Background

One of the main outputs of the Global Fishing Watch project is the interactive map of global fishing. This map presented some particular challenges to implement. This blog post is about these challenges and our solutions to them.

Vessel tracks are derived from time series data, that is, ordered points, each of which each have a latitude, longitude and timestamp. The data is generally sparse, often with long gaps due to satellite coverage, meaning that for most positions along the track, most of the time, there is no vessel.

There are two main approaches to rendering map data on the web in use today: Server side rasterization together with tiling, and client side rendering using javascript and either dom / SVG dom objects or the 2D canvas.

The advantage of the javascript approach is that data can be manipulated, styled, and interacted with client side. However, it comes at a performance price, and rendering larger datasets this way is not possible.

Tiled server side rasterization on the other hand does not have any size limitations beyond your server farms capacity. And even that is not a hard limit as you can either pre-generate all tiles, spending whatever time necessary to do so, or generate tiles and cache them on the fly depending on your specific data and usage patterns.

Neither of these two approaches, however, fit our data. The data size is too big for client side javascript rendering, and rasterizing in three dimensions (lat, lon, time) generates too big tiles that are too large. There has been some preliminary work by others to solve this using video compression, but such a solution would limit some of the interactivity and our ability to style the visualization.

Sketching Our Solution

We chose to do a hybrid approach – rendering client side, but using tiling. That is, our tiles contain vector data. At lower zoom levels the tiles can not contain individual track points, but rather clusters of points. We used two different clustering methods: First we cluster in time inside each track, resampling the tracks to lower precision in time. If that is not enough to get the tile content below a predefined size limit, we then cluster spatially for each time point, across vessels.

Unfortunately, given the number of tracks we had (150,000 vessels) and the time window of our visualization (multiple years) this approach was not enough to reduce the data size below what the javascript renderers can handle without degrading the user experience severely. To visualize tracks so that a user can manually detect fishing, you need to draw several individual points per hour.

To get around this, we split the tiles temporally, generating a (very flat, see below) tile cube. In addition, we switched to rendering the vector data using WebGL rather than javascript.

WebGL Rendering

WebGL is intended to do 3D visualizations. However, it is not a 3D API – it deals with 2D rendering of 3D objects by user supplied shader code, providing primitives to do coordinate transformation, projection, Z-ordering, etc. The shader code runs directly on the graphics card. They are written in a statically typed compiled language and run in parallel on multiple data. All this makes WebGL vastly faster than Javascript at processing large number of points – somewhere between 1000 and 10000 times faster depending on exactly how you visualize the points. It mostly depends on how large each point is in pixels.

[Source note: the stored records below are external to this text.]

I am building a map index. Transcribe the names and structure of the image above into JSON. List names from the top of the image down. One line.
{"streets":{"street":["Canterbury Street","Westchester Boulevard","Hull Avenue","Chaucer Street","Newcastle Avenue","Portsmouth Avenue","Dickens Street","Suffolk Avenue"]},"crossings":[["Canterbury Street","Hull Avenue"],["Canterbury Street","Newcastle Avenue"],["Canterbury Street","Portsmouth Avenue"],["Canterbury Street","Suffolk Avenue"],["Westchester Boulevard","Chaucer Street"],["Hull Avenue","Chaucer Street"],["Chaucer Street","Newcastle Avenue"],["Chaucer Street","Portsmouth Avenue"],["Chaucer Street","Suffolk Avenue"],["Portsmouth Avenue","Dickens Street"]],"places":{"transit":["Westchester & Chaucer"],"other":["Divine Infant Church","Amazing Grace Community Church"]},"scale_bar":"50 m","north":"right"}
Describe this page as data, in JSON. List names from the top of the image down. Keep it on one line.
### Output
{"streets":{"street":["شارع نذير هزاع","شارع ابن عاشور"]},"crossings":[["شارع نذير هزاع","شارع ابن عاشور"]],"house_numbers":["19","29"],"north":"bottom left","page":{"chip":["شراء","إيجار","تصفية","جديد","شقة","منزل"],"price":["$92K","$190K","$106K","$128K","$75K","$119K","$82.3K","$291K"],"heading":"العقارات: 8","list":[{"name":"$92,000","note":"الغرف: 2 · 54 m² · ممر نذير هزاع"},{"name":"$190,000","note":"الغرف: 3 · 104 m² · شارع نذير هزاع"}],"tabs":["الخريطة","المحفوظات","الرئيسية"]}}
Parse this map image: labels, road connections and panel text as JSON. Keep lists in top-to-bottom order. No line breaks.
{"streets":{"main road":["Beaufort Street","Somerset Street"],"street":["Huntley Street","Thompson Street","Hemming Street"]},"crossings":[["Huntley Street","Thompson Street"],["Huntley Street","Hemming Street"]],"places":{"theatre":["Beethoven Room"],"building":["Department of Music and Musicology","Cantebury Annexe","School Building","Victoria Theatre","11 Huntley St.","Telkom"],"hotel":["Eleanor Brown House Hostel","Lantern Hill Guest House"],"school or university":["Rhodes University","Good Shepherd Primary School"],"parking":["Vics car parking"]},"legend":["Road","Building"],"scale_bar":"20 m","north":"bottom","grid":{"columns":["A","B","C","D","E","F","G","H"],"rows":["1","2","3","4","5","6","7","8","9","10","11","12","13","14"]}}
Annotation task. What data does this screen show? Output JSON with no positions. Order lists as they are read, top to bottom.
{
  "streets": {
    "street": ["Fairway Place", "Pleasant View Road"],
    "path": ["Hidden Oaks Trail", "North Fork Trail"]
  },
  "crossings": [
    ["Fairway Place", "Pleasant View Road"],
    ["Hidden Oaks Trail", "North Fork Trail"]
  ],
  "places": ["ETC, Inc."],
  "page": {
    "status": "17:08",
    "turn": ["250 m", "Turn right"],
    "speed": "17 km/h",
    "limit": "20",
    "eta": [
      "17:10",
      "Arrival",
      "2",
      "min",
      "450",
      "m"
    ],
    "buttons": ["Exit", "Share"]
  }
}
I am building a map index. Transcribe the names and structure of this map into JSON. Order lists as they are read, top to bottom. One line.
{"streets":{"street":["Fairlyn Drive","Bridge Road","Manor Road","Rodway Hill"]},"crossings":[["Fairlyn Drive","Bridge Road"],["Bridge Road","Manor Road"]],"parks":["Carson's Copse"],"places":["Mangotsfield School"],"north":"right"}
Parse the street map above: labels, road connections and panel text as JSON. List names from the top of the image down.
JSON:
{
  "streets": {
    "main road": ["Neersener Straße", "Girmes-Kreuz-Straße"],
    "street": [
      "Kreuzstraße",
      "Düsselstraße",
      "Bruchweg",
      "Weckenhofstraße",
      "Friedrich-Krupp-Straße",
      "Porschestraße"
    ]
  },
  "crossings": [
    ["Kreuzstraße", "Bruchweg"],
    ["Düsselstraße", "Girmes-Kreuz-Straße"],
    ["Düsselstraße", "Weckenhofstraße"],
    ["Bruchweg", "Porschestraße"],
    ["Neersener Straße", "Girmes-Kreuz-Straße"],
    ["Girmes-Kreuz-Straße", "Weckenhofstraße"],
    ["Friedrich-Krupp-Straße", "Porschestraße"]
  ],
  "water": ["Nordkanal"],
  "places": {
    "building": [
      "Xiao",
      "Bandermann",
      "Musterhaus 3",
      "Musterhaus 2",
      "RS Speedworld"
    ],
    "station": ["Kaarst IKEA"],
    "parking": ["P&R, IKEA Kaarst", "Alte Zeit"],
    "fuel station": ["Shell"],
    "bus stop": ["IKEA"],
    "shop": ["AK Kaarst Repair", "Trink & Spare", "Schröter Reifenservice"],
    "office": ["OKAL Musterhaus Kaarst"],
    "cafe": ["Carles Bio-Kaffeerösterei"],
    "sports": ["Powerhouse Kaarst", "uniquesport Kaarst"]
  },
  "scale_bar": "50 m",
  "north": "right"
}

Together with WebGL, modern browsers also support a very basic API for handling large arrays of typed data. Given the correct structuring of the tile files this can be leveraged to load data from tiles directly into WebGL without javascript code parsing or manipulating each individual row of data. We developed a self-documenting format consisting of a JSON encoded header specifying what columns a tile contains together with column and tile metadata, followed by each column as a packed array of IEEE 32bit floats.

This approach does require that all processing be done in WebGL. This includes both styling, mapping from tile data to visualization parameters, and point filtering (e.g. handling the currently selected time window or user defined filters like vessel flag states or gear type).

Mouse Interactivity

We used a variant of a technique called WebGL picking to handle mouse interactivity. In this technique, objects are rendered in an offscreen buffer using a unique color for each object, so that the object under the mouse pointer can be deduced by reading back the pixel color. Our variant doesn’t render the whole scene, but rather only a 100×100 pixel square around the mouse pointer (using WebGL clipping), caching the results between mouse moves unless the visualization parameters have changed. This minimizes the sum of the draw time and the time to read the pixel values back from the graphics card.

# Temporal Tiling

A spatial tiling system consists of a pyramid of tile grids at all available zoom levels. A full temporal tiling system using the same approach would require a very large set of tiles. The usage patterns of such a tile cube would however be very sparse because most tiles would only be requested by a very small number of users.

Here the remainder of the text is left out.